Would you write out all of the records that follow, exactly as they stand?

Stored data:
________
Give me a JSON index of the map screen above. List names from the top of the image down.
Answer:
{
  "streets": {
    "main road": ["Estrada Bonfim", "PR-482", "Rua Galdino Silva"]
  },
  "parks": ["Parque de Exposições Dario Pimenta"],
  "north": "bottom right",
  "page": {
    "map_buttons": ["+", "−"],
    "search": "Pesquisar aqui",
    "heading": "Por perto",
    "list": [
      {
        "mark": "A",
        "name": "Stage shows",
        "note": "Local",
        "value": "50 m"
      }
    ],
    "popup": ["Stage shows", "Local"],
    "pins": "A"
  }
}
________
Reply:
Give me a JSON index of the map screen above. List names from the top of the image down.
Answer:
{
  "streets": {
    "main road": ["Estrada Bonfim", "PR-482", "Rua Galdino Silva"]
  },
  "parks": ["Parque de Exposições Dario Pimenta"],
  "north": "bottom right",
  "page": {
    "map_buttons": ["+", "−"],
    "search": "Pesquisar aqui",
    "heading": "Por perto",
    "list": [
      {
        "mark": "A",
        "name": "Stage shows",
        "note": "Local",
        "value": "50 m"
      }
    ],
    "popup": ["Stage shows", "Local"],
    "pins": "A"
  }
}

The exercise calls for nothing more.